• [About this exercise]: Which lines of the data contain the string "fillStyle"? Copy every one.

• [Listed entries]:

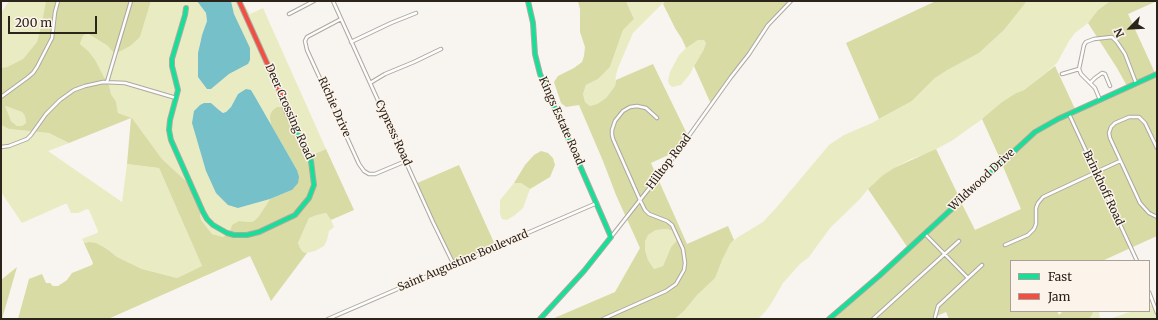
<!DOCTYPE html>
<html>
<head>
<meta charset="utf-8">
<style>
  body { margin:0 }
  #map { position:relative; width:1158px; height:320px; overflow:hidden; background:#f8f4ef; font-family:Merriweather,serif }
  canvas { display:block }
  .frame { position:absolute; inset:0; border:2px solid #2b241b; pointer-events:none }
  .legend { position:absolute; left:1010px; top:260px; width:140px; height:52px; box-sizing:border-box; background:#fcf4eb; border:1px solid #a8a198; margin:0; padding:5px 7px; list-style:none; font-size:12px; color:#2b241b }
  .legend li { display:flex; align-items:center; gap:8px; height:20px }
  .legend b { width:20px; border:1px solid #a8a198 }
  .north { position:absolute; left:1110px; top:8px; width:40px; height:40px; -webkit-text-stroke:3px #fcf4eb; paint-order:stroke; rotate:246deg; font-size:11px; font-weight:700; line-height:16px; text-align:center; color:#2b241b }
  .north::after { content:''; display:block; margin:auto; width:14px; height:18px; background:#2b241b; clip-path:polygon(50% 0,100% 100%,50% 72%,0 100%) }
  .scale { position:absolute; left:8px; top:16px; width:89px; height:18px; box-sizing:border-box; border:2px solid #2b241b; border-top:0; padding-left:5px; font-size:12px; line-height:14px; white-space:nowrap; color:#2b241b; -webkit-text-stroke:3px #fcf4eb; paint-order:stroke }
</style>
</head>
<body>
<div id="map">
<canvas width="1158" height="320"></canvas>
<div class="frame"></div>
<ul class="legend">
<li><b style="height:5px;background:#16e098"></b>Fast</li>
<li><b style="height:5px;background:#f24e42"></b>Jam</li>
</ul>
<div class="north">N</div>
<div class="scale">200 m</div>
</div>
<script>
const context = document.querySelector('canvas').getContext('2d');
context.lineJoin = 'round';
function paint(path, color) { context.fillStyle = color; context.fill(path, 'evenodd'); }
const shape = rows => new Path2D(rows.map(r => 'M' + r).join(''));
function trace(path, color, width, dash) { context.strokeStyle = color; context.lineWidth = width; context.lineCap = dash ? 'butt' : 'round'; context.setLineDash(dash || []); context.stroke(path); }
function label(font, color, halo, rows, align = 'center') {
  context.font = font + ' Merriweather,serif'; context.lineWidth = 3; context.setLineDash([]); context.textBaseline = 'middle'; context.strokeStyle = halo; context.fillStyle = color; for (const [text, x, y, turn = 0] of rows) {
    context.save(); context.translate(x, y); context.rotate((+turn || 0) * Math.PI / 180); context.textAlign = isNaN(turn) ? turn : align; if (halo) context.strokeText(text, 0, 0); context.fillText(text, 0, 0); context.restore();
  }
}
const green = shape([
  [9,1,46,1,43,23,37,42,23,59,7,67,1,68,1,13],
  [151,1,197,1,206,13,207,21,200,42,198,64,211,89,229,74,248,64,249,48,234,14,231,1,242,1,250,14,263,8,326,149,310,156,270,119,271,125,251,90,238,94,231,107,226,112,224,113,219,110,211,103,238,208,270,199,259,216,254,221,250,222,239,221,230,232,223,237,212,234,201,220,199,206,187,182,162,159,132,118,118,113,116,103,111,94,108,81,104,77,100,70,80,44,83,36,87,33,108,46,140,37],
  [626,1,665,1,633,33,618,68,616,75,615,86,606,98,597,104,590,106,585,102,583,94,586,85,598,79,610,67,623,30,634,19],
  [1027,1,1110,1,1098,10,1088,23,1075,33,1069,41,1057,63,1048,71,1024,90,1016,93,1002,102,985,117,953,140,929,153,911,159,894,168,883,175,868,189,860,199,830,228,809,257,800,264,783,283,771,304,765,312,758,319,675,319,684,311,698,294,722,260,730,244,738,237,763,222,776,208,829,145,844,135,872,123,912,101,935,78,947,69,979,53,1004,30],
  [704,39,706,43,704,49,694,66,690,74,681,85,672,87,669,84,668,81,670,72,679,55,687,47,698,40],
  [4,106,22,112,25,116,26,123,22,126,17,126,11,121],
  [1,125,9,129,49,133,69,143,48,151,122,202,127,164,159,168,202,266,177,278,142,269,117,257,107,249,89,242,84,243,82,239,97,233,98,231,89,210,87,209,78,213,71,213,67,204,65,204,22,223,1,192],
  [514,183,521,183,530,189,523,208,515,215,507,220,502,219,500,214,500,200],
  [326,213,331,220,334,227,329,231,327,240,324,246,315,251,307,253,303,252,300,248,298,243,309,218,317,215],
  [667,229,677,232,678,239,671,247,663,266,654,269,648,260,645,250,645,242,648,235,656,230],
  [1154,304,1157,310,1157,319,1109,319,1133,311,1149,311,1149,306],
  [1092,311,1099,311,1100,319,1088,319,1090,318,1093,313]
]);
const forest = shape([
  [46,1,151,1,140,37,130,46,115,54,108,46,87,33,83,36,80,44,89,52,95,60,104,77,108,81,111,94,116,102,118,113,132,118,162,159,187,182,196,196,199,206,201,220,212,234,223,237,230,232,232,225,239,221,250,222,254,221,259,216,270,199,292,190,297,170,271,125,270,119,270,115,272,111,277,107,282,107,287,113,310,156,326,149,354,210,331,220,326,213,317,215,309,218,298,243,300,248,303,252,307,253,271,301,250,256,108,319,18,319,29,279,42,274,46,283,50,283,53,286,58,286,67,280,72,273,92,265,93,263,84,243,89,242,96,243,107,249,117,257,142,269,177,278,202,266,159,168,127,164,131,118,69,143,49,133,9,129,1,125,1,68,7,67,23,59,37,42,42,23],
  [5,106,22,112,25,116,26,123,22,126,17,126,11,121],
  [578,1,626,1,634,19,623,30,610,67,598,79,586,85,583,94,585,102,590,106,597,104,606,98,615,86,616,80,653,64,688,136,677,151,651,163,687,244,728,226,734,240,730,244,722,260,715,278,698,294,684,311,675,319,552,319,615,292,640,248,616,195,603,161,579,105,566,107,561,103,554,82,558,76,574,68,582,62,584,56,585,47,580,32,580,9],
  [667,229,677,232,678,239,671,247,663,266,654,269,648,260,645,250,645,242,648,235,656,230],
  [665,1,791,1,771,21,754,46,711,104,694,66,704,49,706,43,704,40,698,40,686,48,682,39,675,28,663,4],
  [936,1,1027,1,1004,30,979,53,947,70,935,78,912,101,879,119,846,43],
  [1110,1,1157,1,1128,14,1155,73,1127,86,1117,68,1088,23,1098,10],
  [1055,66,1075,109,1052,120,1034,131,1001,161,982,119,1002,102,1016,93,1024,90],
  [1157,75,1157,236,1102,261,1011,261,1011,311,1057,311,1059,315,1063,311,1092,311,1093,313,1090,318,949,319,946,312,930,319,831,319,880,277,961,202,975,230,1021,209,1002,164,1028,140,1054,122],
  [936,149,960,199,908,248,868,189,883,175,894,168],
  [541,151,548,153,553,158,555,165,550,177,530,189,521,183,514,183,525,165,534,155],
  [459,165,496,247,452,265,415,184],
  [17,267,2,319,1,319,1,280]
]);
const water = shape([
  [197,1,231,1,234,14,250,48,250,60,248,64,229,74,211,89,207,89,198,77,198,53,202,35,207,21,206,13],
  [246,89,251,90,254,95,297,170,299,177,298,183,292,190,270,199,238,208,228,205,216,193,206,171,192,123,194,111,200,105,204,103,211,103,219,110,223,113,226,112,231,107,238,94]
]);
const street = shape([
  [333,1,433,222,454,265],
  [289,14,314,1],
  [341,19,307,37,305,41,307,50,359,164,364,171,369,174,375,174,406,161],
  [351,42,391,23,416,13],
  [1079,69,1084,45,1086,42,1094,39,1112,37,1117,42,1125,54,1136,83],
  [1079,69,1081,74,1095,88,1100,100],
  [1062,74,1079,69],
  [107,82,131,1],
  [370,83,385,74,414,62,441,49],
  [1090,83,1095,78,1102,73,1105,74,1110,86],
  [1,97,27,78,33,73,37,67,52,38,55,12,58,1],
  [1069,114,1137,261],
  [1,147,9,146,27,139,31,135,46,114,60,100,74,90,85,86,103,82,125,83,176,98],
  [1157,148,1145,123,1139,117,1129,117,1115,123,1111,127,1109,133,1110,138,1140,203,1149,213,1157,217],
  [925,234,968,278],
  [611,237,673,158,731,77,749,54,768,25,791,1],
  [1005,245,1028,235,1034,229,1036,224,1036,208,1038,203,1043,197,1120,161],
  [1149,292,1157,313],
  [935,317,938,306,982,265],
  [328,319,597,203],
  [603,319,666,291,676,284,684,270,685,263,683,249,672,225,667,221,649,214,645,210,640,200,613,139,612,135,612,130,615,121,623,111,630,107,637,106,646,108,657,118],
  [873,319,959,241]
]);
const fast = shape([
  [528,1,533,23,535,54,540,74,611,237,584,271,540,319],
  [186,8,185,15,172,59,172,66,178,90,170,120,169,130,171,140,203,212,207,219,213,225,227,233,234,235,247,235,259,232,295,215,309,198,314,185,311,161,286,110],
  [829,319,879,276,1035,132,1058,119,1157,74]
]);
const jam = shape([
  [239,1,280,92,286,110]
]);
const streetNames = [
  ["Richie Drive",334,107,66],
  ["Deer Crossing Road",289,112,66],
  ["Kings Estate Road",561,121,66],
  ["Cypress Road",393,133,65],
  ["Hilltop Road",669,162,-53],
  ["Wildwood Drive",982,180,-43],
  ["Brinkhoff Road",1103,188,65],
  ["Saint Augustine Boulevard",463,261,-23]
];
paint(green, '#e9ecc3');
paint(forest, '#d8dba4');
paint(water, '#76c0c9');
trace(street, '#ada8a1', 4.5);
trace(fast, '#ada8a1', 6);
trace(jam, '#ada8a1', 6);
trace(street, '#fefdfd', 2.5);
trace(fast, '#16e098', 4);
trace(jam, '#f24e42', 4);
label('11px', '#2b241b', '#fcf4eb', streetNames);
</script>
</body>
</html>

• [Answer to this problem]:
function paint(path, color) { context.fillStyle = color; context.fill(path, 'evenodd'); }
  context.font = font + ' Merriweather,serif'; context.lineWidth = 3; context.setLineDash([]); context.textBaseline = 'middle'; context.strokeStyle = halo; context.fillStyle = color; for (const [text, x, y, turn = 0] of rows) {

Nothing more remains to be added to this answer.